Folha de S. Paulo


Tudo ou nada para Cielo

Quando um treinador escala um time de futebol para um grande campeonato, ele pode se dar ao luxo, no meio daqueles mais de 20 jogadores, de convocar um grande craque que está baleado fisicamente ou que não vem atuando muito bem. Muitas vezes, até vale a pena gastar uma vaga e ter no grupo um grande líder ou um atleta capaz de lampejos de genialidade, mesmo que vá ser usado apenas por alguns minutos, num jogo aqui outro ali.

Na natação, não funciona assim. Vai aos Jogos Olímpicos quem está mais veloz naquela fase do ano. O relógio é quem manda, não existe prêmio por serviços prestados.

Cesar Cielo seria escalado no time de qualquer um que gosta e entende de natação. Mas corre o risco de não nadar no Rio de Janeiro, em agosto. São os números. Neste momento, há nadadores mais rápidos.

Mas ele pode voltar a ser veloz? Essa é a pergunta que todos esperam ver respondida na última seletiva brasileira, que começa hoje na piscina que receberá as provas da Olimpíada.

E no momento, qualquer análise ou aposta positiva é feita com base no que o mais vitorioso nadador brasileiro já fez, não naquilo que vem mostrando nos últimos meses.

O ano passado foi praticamente perdido. Sua melhor marca foi 21s84, cravada em abril. Naquela competição, ele saiu da água insatisfeito, falando em rever sua preparação.

Depois, abandonou o Mundial de Kazan reclamando de problemas no ombro após terminar em sexto lugar nos 50 m borboleta. No fim da temporada, nova desistência, desta vez depois de não ter chegado nem à final dos 100 m livre no Open, a primeira seletiva olímpica.

Havia algo errado, era impossível negar. Ele buscou respostas em uma mudança radical: abandonou a equipe exclusiva que havia montado para si no Brasil e foi treinar com Scott Goodrich, o norte-americano que lhe ajudou a chegar ao tricampeonato mundial em Barcelona-2013. Nos EUA, conseguiu se isolar, deixou de estar totalmente no controle de sua preparação e voltou a ter rivais na raia ao lado durante os treinos. Uma fórmula que já deu certo.
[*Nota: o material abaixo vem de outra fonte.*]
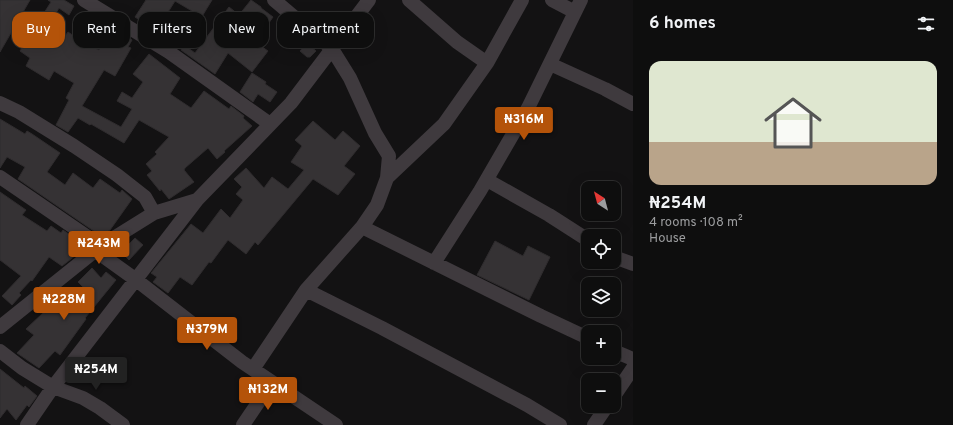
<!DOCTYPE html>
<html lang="en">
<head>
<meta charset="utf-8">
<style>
	:root { --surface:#0e0e0e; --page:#171717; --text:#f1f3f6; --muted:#9b9c9e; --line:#2e2e2e; --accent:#b45309 }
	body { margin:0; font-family:Overpass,sans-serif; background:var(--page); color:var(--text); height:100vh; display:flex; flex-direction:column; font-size:15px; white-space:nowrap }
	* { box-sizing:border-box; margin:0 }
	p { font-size:13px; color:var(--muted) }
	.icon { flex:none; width:22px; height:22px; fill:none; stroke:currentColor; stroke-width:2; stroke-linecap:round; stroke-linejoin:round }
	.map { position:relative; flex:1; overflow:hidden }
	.side { display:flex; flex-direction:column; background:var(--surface); width:320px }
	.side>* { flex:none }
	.hud { position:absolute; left:12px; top:12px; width:380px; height:36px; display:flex; gap:8px }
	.needle { width:26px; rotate:324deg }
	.buttons { position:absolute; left:581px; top:181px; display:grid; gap:8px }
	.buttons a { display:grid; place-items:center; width:40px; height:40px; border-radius:8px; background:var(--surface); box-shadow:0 4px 16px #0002,0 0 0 1px var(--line); font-size:20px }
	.price { position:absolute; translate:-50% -34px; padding:0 9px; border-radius:4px; background:var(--accent); color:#fff; font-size:13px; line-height:26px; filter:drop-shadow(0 1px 2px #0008) }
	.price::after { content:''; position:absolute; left:50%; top:24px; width:12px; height:9px; margin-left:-6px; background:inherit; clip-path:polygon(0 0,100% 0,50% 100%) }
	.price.on { background:#222; color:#fff }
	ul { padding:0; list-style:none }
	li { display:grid; align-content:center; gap:8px; height:212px; padding:0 16px }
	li+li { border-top:1px solid var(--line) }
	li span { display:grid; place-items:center; height:124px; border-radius:12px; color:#555 }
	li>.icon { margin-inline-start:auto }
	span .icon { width:72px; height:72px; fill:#fffc; stroke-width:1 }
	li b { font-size:17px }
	h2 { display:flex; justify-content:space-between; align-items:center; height:48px; padding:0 16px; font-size:17px }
	.pill { padding:0 14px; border-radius:12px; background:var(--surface); box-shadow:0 4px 16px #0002,0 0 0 1px var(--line); font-size:14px; line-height:36px }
	.pill.on { background:var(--accent); color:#fff }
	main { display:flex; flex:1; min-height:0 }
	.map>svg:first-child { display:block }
</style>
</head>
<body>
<main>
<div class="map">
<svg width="633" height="425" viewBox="0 0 633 425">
	<rect width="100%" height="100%" fill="#131213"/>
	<!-- building -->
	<path fill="#353234" stroke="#2f2c2e" d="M0 0H30L0 52Z
		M48 0H64L74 6 69 15 59 8 43 34 61 42 68 32 86 44 99 50 108 37 116 41 120 33 132 40 128 47 131 48 115 76 104 70 82 106 121 127 132 109 117 101 122 92 132 98 143 82 133 74 149 54 180 78 170 94 191 108 204 91 229 109 231 106 244 116 243 118 252 126 224 151 225 152 217 159 208 148 185 168 184 170 194 182 169 199 161 189 160 191 147 175 152 171 146 164 157 154 155 152 169 137 139 120 124 143 91 124 90 125 78 118 68 132 56 125 69 100 66 98 74 83 54 71 49 80 26 66 30 58 20 51 51 2Z
		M146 0H212L195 28 185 22 192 11 175 1 165 17 160 14 151 27 135 17Z
		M251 0 261 7V8L273 17 257 40 262 44 261 46 268 51 252 72 228 53 215 74 181 50 184 45 195 53 229 7 239 15Z
		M307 43 316 51 310 57H307L300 51Z
		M252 73 266 82 265 84 277 92 270 102 258 94 253 102 240 92Z
		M0 119 25 134 27 131 32 134 60 153 47 172 65 185 73 173 93 188 100 179 120 193 122 190 132 199 110 230 101 236 18 179 25 167 7 157 0 168Z
		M313 121 335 140 343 131 360 146 344 166 355 174 338 195 313 179 258 245 255 242 246 254 228 240 211 263 209 262 192 285 180 277 168 293 153 282 157 277 151 273 191 224 203 233 221 209 230 218 243 200 236 194 242 187 234 179 246 168 264 188 272 177 288 189 304 170 291 162 302 146 295 140Z
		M0 192 26 210 22 215 47 231 51 226 61 233 63 230 83 244 81 248 83 249 81 251 62 266 49 257 32 281 31 280 19 293 21 295 12 305 2 296 21 276 0 260Z
		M135 238 143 245 129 260 121 252Z
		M495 241 523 256 528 246 550 257 529 300 477 275Z
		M92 268 101 278 106 272 116 280 85 318 86 319 60 355 55 351 39 368 17 353 34 335 26 329 44 312 46 313 62 297 75 309 89 293 78 282Z
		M0 369 24 388 25 386 37 396 29 407 27 405 16 420 7 409 0 418Z"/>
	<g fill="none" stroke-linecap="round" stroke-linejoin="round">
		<!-- street -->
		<path stroke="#3f3a3e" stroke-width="14" d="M84 0 169 52 270 124
			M274 0 332 49 350 78 375 133 389 156 387 178 377 205 362 227
			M409 0 457 42 487 63
			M552 0 575 12
			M550 64 605 89 633 104
			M0 103 19 112 74 146 117 175 145 197 154 213
			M0 177 101 246
			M387 178 444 124 487 63 522 0
			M487 180 549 215 588 240
			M96 251 135 279 242 362 336 425
			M614 257 633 264
			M434 263 480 191 528 108 581 0
			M306 290 362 227 541 316 588 338
			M0 327 101 246 154 213 197 200
			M0 351 22 368 53 387 83 398 100 408 123 425
			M614 351 633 359
			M253 369 306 290 382 328 527 405 560 425
			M614 396 633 368
			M27 425 53 387 197 200 291 103 369 0
			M243 425 272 382
			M594 425 607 406"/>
	</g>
</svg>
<div class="buttons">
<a><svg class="needle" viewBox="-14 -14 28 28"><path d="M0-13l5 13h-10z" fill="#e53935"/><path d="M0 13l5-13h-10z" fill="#9b9c9e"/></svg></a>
<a><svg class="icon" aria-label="locate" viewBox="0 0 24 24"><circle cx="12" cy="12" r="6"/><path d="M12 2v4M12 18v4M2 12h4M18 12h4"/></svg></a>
<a><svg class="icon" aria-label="layers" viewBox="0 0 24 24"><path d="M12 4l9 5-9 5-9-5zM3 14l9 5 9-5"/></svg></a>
<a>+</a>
<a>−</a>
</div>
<b class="price" style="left:524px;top:141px">₦316M</b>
<b class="price" style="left:99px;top:265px">₦243M</b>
<b class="price" style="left:64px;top:321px">₦228M</b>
<b class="price" style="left:207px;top:351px">₦379M</b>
<b class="price on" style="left:96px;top:391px">₦254M</b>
<b class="price" style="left:268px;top:411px">₦132M</b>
<div class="hud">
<a class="pill on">Buy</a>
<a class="pill">Rent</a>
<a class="pill">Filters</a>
<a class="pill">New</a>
<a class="pill">Apartment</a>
</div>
</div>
<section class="side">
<h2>6 homes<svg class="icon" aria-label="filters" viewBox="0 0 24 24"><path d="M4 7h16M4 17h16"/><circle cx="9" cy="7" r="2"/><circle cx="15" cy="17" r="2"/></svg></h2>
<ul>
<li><span style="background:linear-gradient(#dfe7d0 65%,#b9a48a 0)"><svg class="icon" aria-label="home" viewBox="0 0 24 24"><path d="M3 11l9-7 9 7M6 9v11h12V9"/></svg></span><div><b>₦254M</b><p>4 rooms · 108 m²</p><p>House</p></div></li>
</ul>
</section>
</main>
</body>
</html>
Se dará de novo, veremos na semana que vem. Hoje, há dois atletas com as mãos nas vagas dos 50 m livre: Fratus (21s50) e Ítalo Duarte (22s08). Cielo precisa nadar mais rápido do que isso. Neste ano, tem 22s28 como melhor marca. Ele terá uma única chance para garantir seu lugar na equipe e nadará sob uma enorme pressão.

Cielo é excelente tecnicamente. Se estiver sem dores, bem treinado, ainda é capaz de atingir grandes resultados. Mas precisa acreditar também. E esse talvez seja seu maior desafio: recuperar a confiança e estar com a cabeça no lugar. Nos últimos quatro anos, o nadador trocou de técnicos e programas de treinamento cinco vezes em busca de resultados. No último ano, não conseguiu atingi-los e pode ter se questionado seria capaz de repetir feitos marcantes de novo após uma temporada trágica.

Ricardo de Moura, dirigente da confederação brasileira, voltou dos EUA recentemente e disse que o principal adversário de Cielo é ele mesmo. Esse duelo interno, particular, o nadador terá de vencer antes de pular na água. Seus rivais estão prontos para nadar rápido. E só dois cairão naquela piscina de novo, em agosto.